Anyway, when we got to the train, our train compartment
monitor was horrified. “But how can this be? I already have someone in your
bunk!” She was stressed until she looked
at the date.
We weren’t going to St. Petersburg that night. Our tickets
were for Tuesday morning.
Masha, our organized Masha, Masha-Masha…had gifted us with
another day in Moscow.
Then we sprinted over to the Moscow Operetta Theatre. Since
we were getting “acquaintance tickets,” I had to inch over to the administrator’s
office, say a secret last name (Shvedov) and get my five 200 ruble (3.5$)
tickets.
That evening Jane Eyre was playing. Or, should I say DJEYN EYRR (to get the full experience, switch on heavy Russian accent, and viciously roll your rrrs).

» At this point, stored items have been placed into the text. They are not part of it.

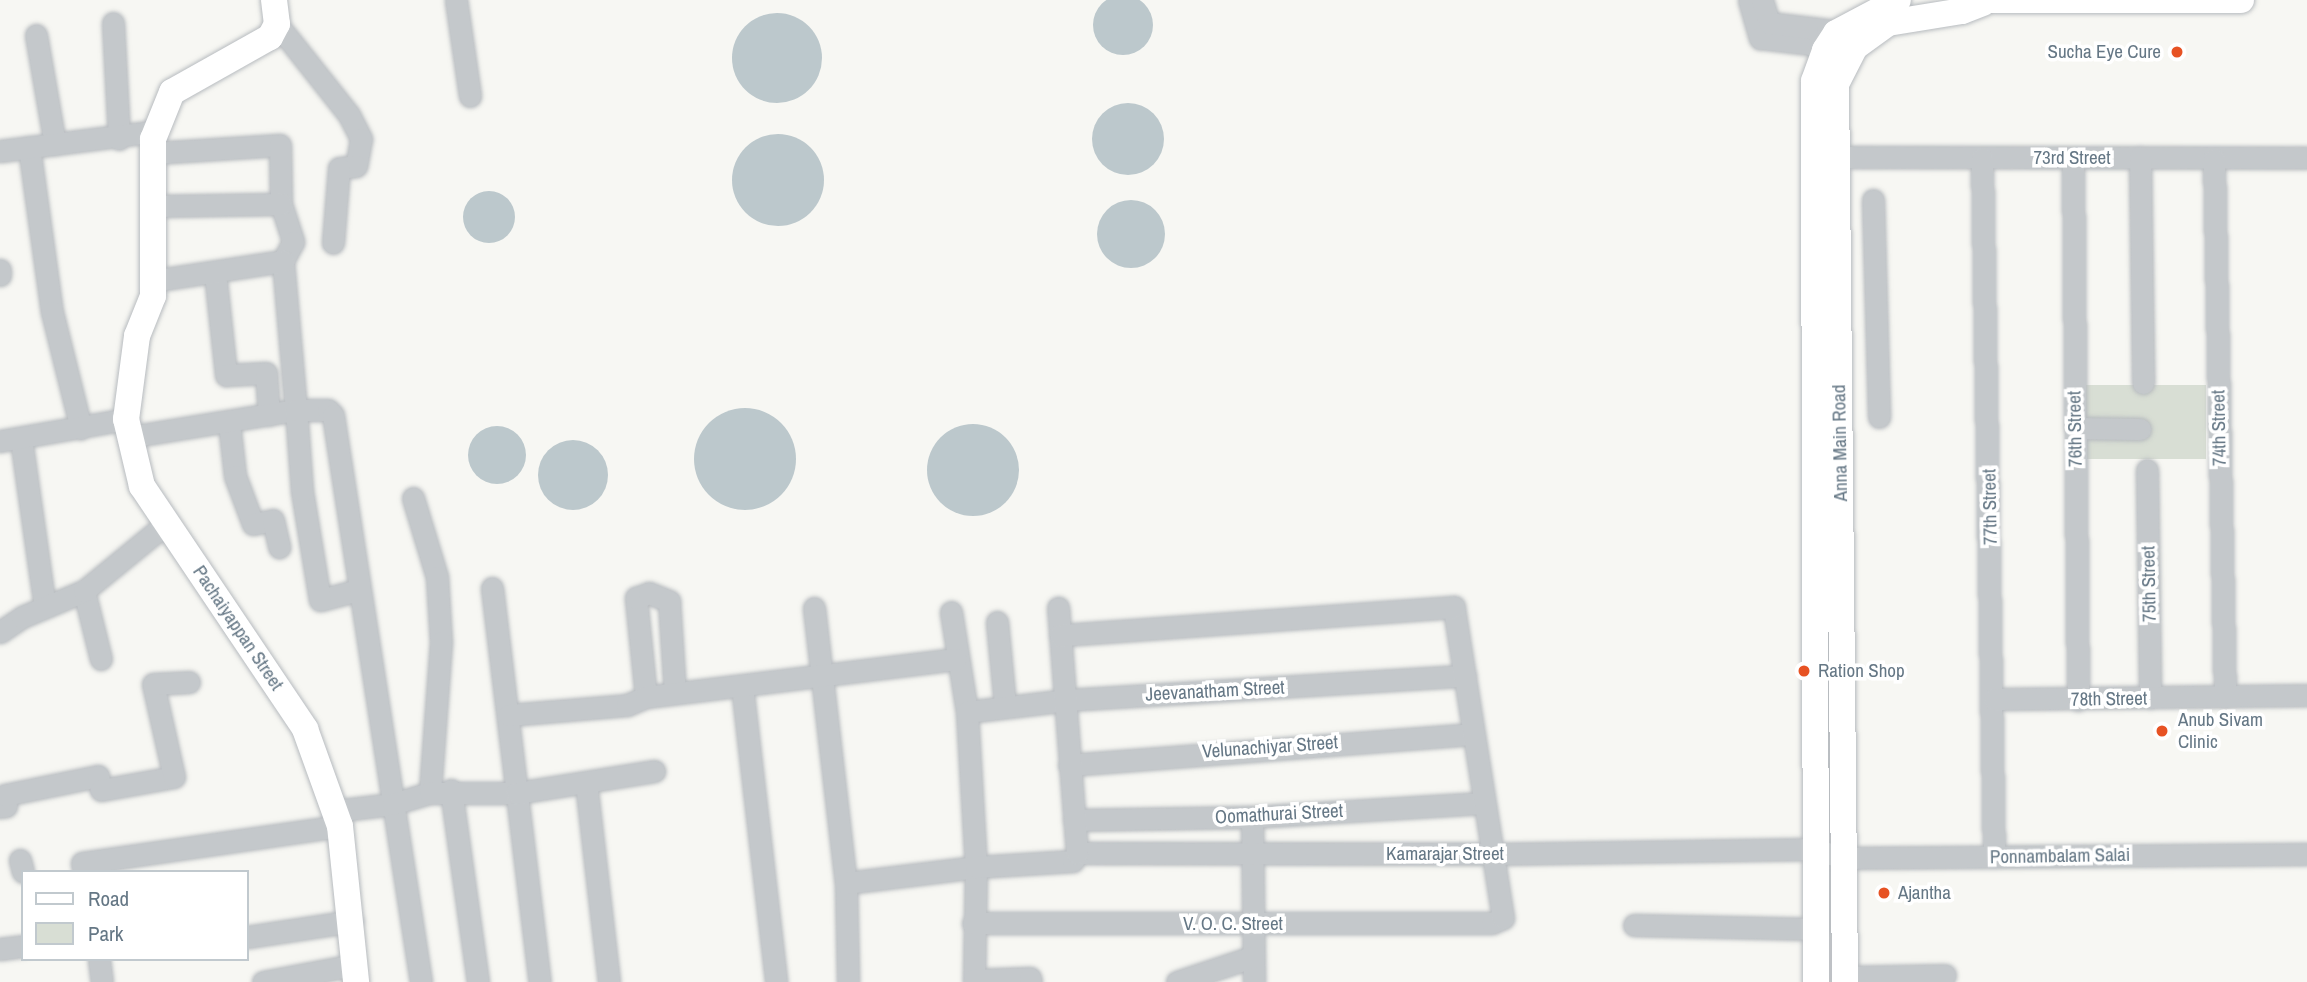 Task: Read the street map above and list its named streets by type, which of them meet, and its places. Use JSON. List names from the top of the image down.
{
  "streets": {
    "main road": ["Anna Main Road", "Pachaiyappan Street"],
    "street": [
      "73rd Street",
      "74th Street",
      "76th Street",
      "77th Street",
      "75th Street",
      "Jeevanatham Street",
      "78th Street",
      "Velunachiyar Street",
      "Oomathurai Street",
      "Kamarajar Street",
      "Ponnambalam Salai",
      "V. O. C. Street"
    ]
  },
  "crossings": [
    ["73rd Street", "74th Street"],
    ["73rd Street", "76th Street"],
    ["73rd Street", "Anna Main Road"],
    ["73rd Street", "77th Street"],
    ["74th Street", "78th Street"],
    ["76th Street", "78th Street"],
    ["Anna Main Road", "Kamarajar Street"],
    ["Anna Main Road", "Ponnambalam Salai"],
    ["77th Street", "78th Street"],
    ["77th Street", "Ponnambalam Salai"],
    ["75th Street", "78th Street"],
    ["Kamarajar Street", "Ponnambalam Salai"],
    ["Kamarajar Street", "V. O. C. Street"]
  ],
  "places": [
    "Sucha Eye Cure",
    "Ration Shop",
    "Anub Sivam Clinic",
    "Ajantha"
  ],
  "legend": ["Road", "Park"]
} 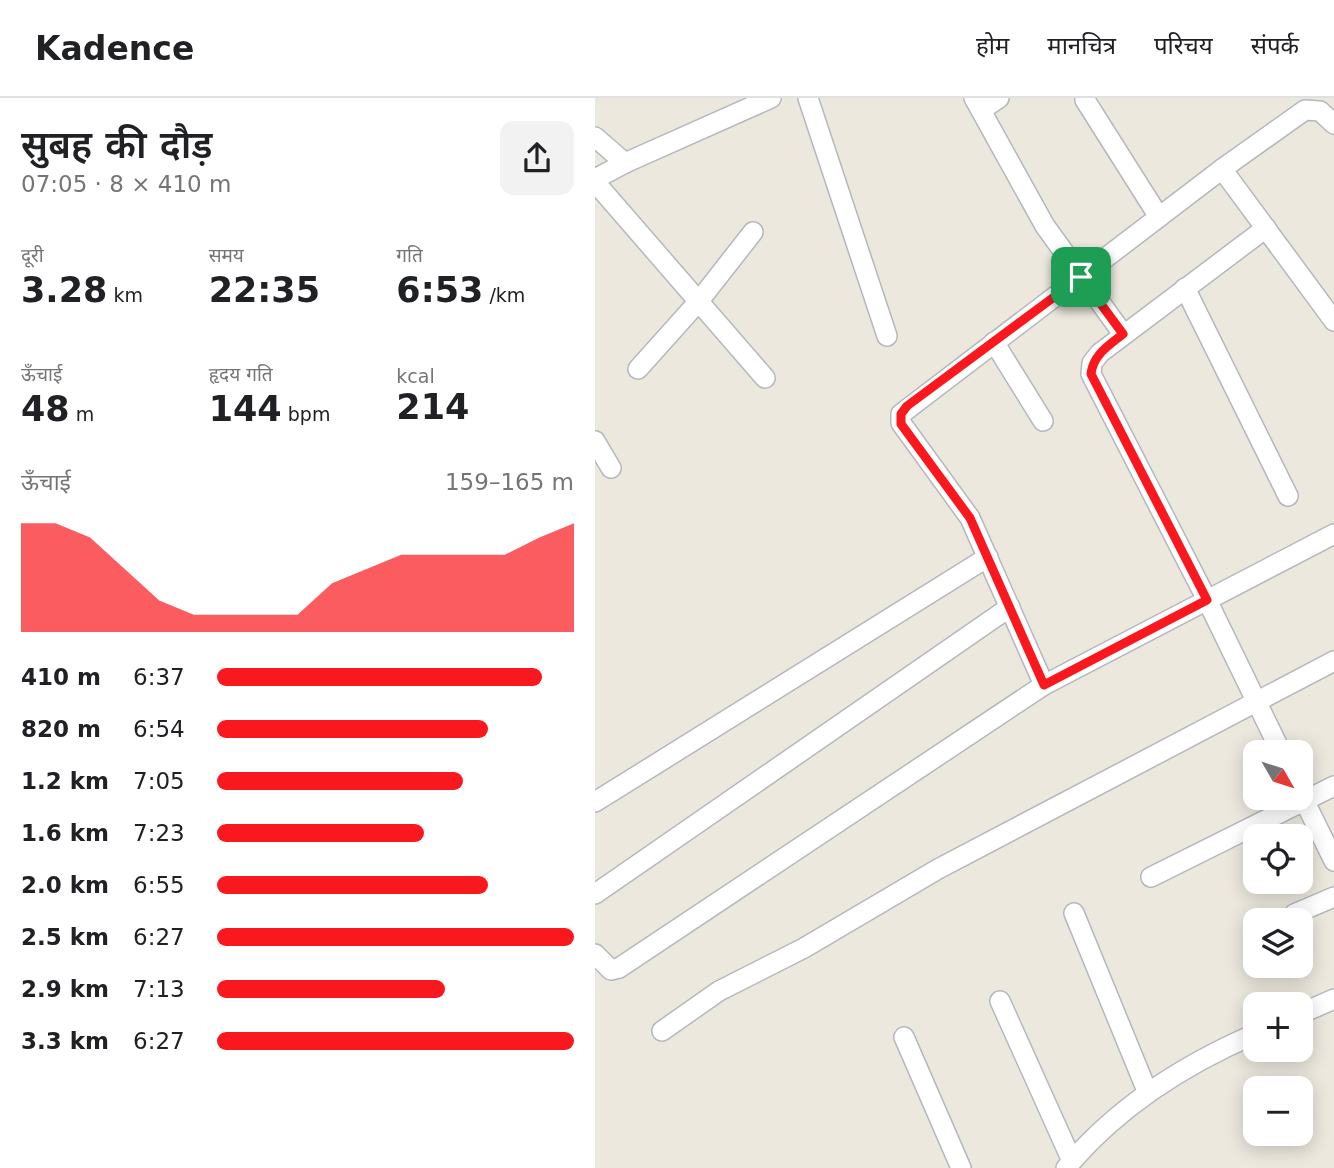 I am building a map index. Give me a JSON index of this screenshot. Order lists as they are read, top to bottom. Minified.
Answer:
{"north":"bottom right","page":{"header":"Kadence","nav":["होम","मानचित्र","परिचय","संपर्क"],"heading":["सुबह की दौड़","07:05 · 8 × 410 m"],"stats":[["दूरी","3.28 km"],["समय","22:35"],["गति","6:53 /km"],["ऊँचाई","48 m"],["हृदय गति","144 bpm"],["kcal","214"]],"chart":["ऊँचाई","159–165 m"],"list":[{"name":"410 m","note":"6:37"},{"name":"820 m","note":"6:54"},{"name":"1.2 km","note":"7:05"},{"name":"1.6 km","note":"7:23"},{"name":"2.0 km","note":"6:55"},{"name":"2.5 km","note":"6:27"},{"name":"2.9 km","note":"7:13"},{"name":"3.3 km","note":"6:27"}],"map_buttons":["+","−"]}} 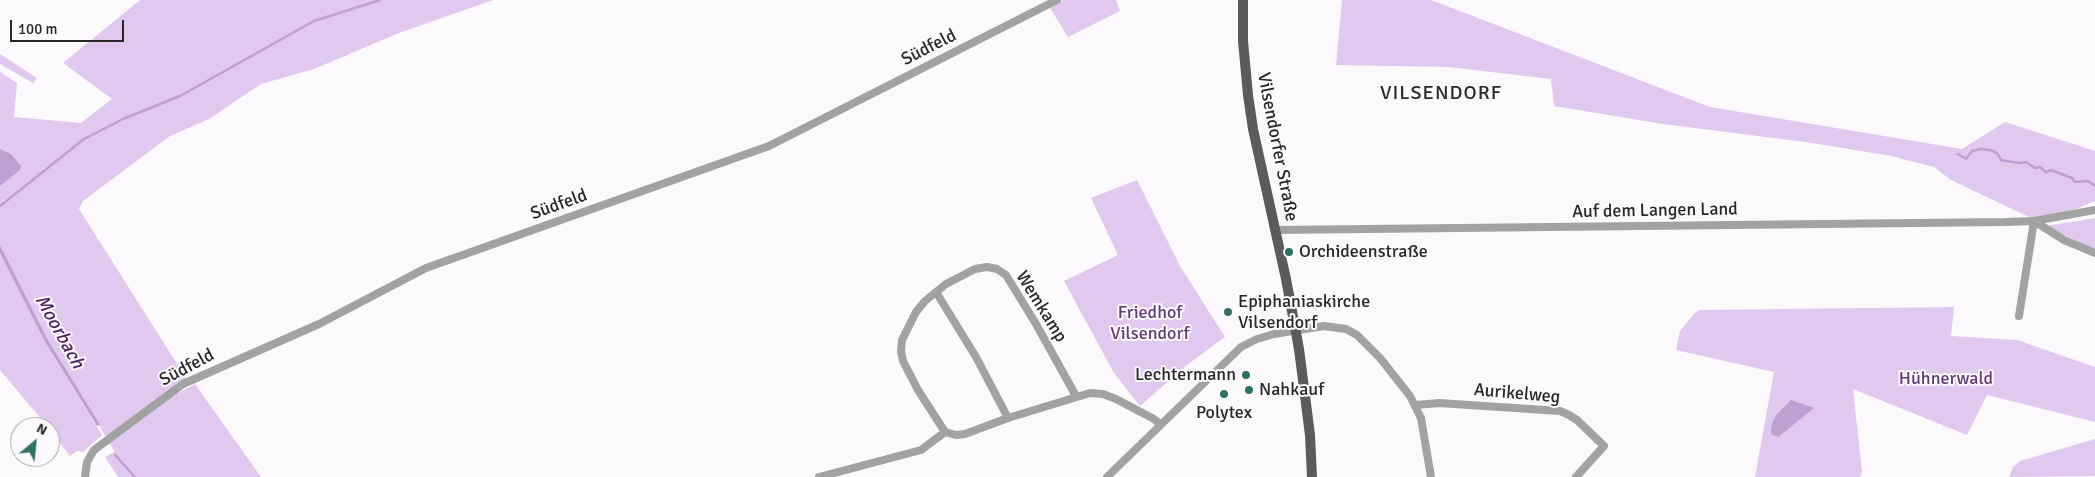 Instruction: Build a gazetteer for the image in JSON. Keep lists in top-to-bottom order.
{
  "streets": {
    "main road": ["Vilsendorfer Straße"],
    "street": [
      "Südfeld",
      "Auf dem Langen Land",
      "Wemkamp",
      "Aurikelweg"
    ]
  },
  "crossings": [
    ["Vilsendorfer Straße", "Auf dem Langen Land"]
  ],
  "districts": ["VILSENDORF"],
  "water": ["Moorbach"],
  "parks": ["Friedhof Vilsendorf", "Hühnerwald"],
  "places": [
    "Orchideenstraße",
    "Epiphaniaskirche Vilsendorf",
    "Lechtermann",
    "Nahkauf",
    "Polytex"
  ],
  "scale_bar": "100 m",
  "north": "top right"
} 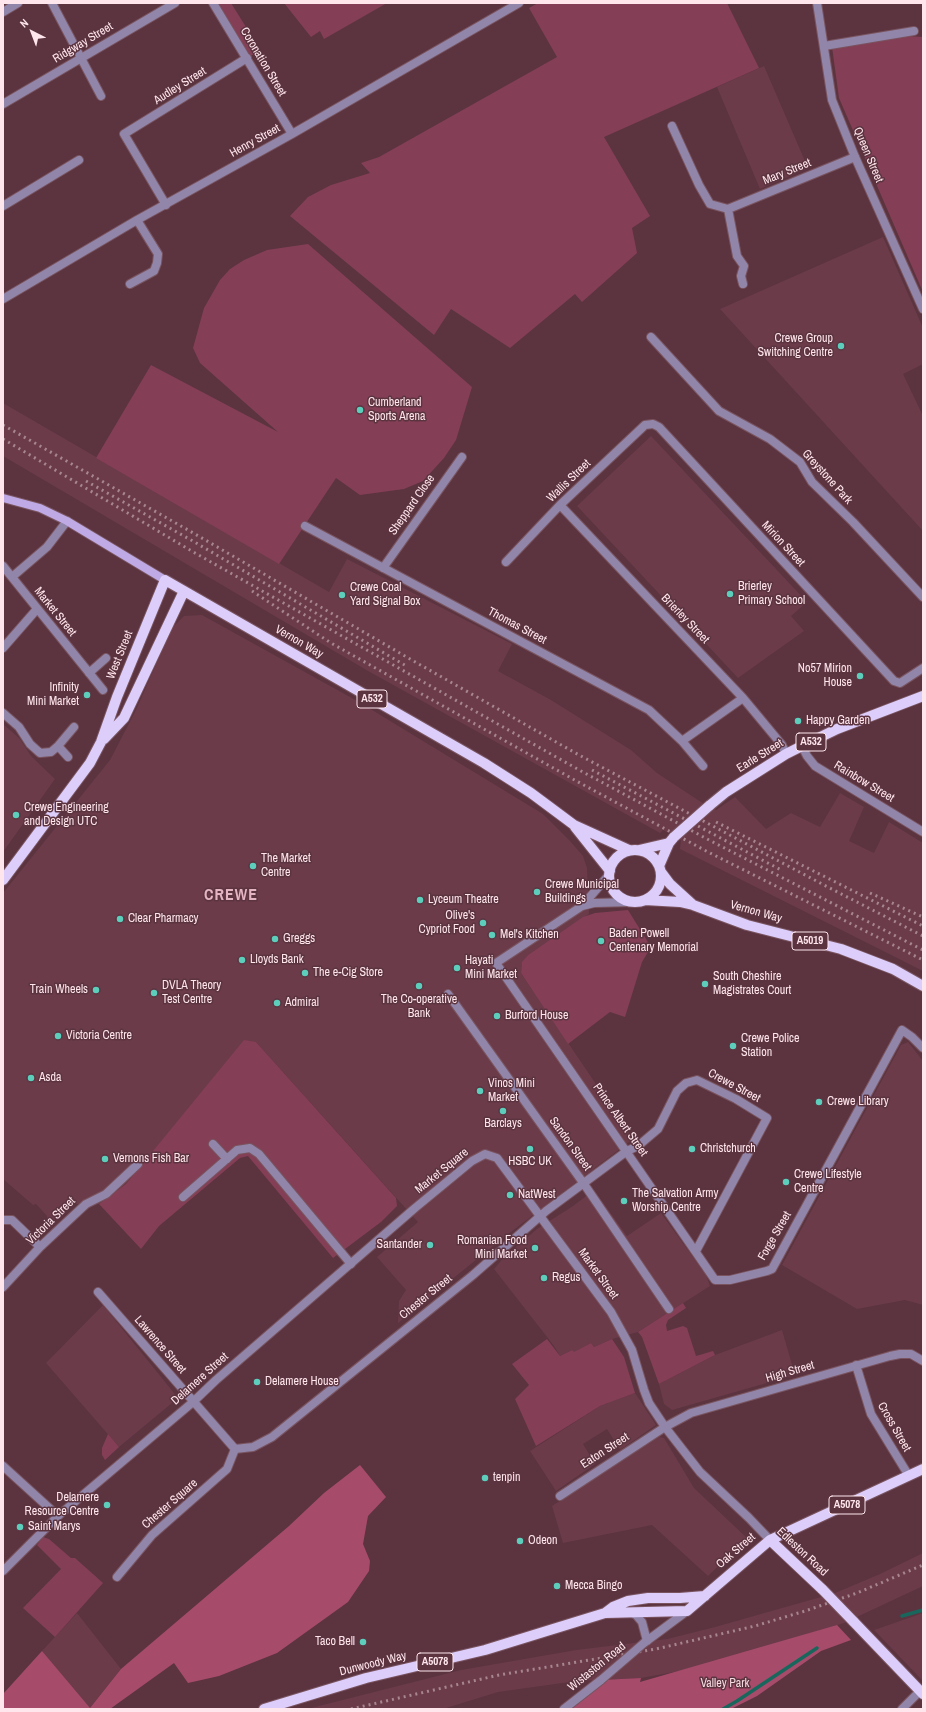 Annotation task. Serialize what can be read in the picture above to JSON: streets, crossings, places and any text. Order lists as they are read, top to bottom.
{
  "streets": {
    "main road": [
      "Vernon Way",
      "West Street",
      "A532",
      "Earle Street",
      "A5019",
      "A5078",
      "Oak Street",
      "Edleston Road",
      "Dunwoody Way"
    ],
    "street": [
      "Ridgway Street",
      "Coronation Street",
      "Audley Street",
      "Henry Street",
      "Queen Street",
      "Mary Street",
      "Greystone Park",
      "Wallis Street",
      "Sheppard Close",
      "Mirion Street",
      "Market Street",
      "Brierley Street",
      "Thomas Street",
      "Rainbow Street",
      "Crewe Street",
      "Prince Albert Street",
      "Sandon Street",
      "Market Square",
      "Victoria Street",
      "Forge Street",
      "Chester Street",
      "Lawrence Street",
      "High Street",
      "Delamere Street",
      "Cross Street",
      "Eaton Street",
      "Chester Square",
      "Wistaston Road"
    ]
  },
  "crossings": [
    ["Coronation Street", "Audley Street"],
    ["Coronation Street", "Henry Street"],
    ["Audley Street", "Henry Street"],
    ["Queen Street", "Mary Street"],
    ["Wallis Street", "Mirion Street"],
    ["Wallis Street", "Brierley Street"],
    ["Sheppard Close", "Thomas Street"],
    ["Market Street", "Market Square"],
    ["Market Street", "Chester Street"],
    ["Market Street", "High Street"],
    ["Market Street", "Eaton Street"],
    ["Market Street", "Edleston Road"],
    ["Brierley Street", "Earle Street"],
    ["Vernon Way", "West Street"],
    ["Vernon Way", "Earle Street"],
    ["Earle Street", "Rainbow Street"],
    ["Crewe Street", "Prince Albert Street"],
    ["Crewe Street", "Chester Street"],
    ["Prince Albert Street", "Forge Street"],
    ["Prince Albert Street", "Chester Street"],
    ["Sandon Street", "Chester Street"],
    ["Market Square", "Delamere Street"],
    ["Chester Street", "Lawrence Street"],
    ["Chester Street", "Chester Square"],
    ["Lawrence Street", "Delamere Street"],
    ["Lawrence Street", "Chester Square"],
    ["High Street", "Cross Street"],
    ["High Street", "Eaton Street"],
    ["High Street", "Edleston Road"],
    ["Cross Street", "Oak Street"],
    ["Eaton Street", "Edleston Road"],
    ["Oak Street", "Edleston Road"],
    ["Oak Street", "Dunwoody Way"],
    ["Oak Street", "Wistaston Road"]
  ],
  "districts": ["CREWE"],
  "parks": ["Valley Park"],
  "places": [
    "Crewe Group Switching Centre",
    "Cumberland Sports Arena",
    "Brierley Primary School",
    "Crewe Coal Yard Signal Box",
    "No57 Mirion House",
    "Infinity Mini Market",
    "Happy Garden",
    "Crewe Engineering and Design UTC",
    "The Market Centre",
    "Crewe Municipal Buildings",
    "Lyceum Theatre",
    "Clear Pharmacy",
    "Olive's Cypriot Food",
    "Mel's Kitchen",
    "Greggs",
    "Baden Powell Centenary Memorial",
    "Lloyds Bank",
    "Hayati Mini Market",
    "The e-Cig Store",
    "South Cheshire Magistrates Court",
    "The Co-operative Bank",
    "Train Wheels",
    "DVLA Theory Test Centre",
    "Admiral",
    "Burford House",
    "Victoria Centre",
    "Crewe Police Station",
    "Asda",
    "Vinos Mini Market",
    "Crewe Library",
    "Barclays",
    "HSBC UK",
    "Christchurch",
    "Vernons Fish Bar",
    "Crewe Lifestyle Centre",
    "NatWest",
    "The Salvation Army Worship Centre",
    "Santander",
    "Romanian Food Mini Market",
    "Regus",
    "Delamere House",
    "tenpin",
    "Delamere Resource Centre",
    "Saint Marys",
    "Odeon",
    "Mecca Bingo",
    "Taco Bell"
  ],
  "north": "top left"
}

Jane Eyre sang like her heart—and all our hearts—would deflate if a single note
dropped, unwanted, to the floor. Rochester’s proud, high posture shriveled at
moments of sudden vulnerability. Bertha Mason danced like a white crumpled
flame. The end, however, did not live up to the rest of the production:
Rochester walked out, beautiful, powerful; his crippled leg and sightless eyes
disappeared, and that cheapened the story to Hollywood. So we decided to
disregard the end.
But before that, we had 10 hours on the train. Ten hours of nothing but deep sleep full of train lurches and squeals, chatting, hysterical laughing, maybe drinking tea and
reading. There's nowhere
to go, nothing to do, as little
wooden villages and birch
forests slide by.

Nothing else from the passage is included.